Stored data entries
========================

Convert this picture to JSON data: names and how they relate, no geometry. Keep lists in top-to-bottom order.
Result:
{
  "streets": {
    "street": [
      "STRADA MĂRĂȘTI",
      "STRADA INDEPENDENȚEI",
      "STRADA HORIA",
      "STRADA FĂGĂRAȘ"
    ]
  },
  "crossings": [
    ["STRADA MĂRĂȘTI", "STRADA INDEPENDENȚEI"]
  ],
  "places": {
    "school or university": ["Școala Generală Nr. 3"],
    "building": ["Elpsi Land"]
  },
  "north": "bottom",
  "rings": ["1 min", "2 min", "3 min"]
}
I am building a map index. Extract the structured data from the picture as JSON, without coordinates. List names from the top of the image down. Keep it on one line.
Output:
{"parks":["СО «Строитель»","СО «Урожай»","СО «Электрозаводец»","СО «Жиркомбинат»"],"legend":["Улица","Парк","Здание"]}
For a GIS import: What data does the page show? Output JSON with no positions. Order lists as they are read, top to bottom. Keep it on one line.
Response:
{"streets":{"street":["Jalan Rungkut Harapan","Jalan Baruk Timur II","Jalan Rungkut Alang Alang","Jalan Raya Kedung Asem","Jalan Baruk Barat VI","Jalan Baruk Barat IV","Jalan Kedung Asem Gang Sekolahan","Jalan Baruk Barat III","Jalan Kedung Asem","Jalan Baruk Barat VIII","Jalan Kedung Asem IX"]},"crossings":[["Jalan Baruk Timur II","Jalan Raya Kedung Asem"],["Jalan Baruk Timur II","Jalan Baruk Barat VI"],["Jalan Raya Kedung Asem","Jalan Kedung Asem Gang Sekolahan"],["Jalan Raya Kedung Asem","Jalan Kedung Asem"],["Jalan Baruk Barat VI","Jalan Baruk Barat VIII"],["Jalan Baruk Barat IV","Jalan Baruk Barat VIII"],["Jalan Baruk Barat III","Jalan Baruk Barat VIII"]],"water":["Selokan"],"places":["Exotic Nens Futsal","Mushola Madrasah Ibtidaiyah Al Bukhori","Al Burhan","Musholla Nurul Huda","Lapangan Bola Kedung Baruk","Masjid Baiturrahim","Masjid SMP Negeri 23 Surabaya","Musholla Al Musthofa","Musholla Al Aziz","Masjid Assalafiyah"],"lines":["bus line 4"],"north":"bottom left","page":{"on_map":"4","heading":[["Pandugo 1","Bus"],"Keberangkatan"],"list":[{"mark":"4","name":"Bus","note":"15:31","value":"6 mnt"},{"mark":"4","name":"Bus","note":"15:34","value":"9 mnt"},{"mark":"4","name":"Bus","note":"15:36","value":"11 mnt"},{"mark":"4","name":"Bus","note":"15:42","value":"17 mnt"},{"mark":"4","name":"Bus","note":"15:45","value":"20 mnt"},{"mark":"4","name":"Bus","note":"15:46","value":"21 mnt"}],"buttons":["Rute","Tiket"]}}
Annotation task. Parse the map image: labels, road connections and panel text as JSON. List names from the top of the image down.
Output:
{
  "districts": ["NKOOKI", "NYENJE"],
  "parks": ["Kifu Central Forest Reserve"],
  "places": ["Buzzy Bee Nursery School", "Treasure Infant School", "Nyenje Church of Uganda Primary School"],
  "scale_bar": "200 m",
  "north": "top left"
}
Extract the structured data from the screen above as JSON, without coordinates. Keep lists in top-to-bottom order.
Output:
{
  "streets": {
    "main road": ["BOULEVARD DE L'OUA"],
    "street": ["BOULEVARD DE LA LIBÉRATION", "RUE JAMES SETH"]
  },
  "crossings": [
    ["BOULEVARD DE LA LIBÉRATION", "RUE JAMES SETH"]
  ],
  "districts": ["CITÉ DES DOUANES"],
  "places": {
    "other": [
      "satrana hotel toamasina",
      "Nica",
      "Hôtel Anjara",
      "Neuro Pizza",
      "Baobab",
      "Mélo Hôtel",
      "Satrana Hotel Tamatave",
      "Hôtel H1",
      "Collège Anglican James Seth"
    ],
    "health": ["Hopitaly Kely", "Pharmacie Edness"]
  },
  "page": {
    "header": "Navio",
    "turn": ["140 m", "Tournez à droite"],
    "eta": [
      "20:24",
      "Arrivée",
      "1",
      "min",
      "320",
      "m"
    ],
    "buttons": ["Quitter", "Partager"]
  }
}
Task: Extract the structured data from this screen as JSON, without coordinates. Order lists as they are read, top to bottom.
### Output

========================

_Instructions for the task_. Scan the lines above for "Annotation task. Parse" and for "Extract the structured data from the screen". Repeat exactly the line holding each of them and every line in between.

_Exercise result_.
Annotation task. Parse the map image: labels, road connections and panel text as JSON. List names from the top of the image down.
Output:
{
  "districts": ["NKOOKI", "NYENJE"],
  "parks": ["Kifu Central Forest Reserve"],
  "places": ["Buzzy Bee Nursery School", "Treasure Infant School", "Nyenje Church of Uganda Primary School"],
  "scale_bar": "200 m",
  "north": "top left"
}
Extract the structured data from the screen above as JSON, without coordinates. Keep lists in top-to-bottom order.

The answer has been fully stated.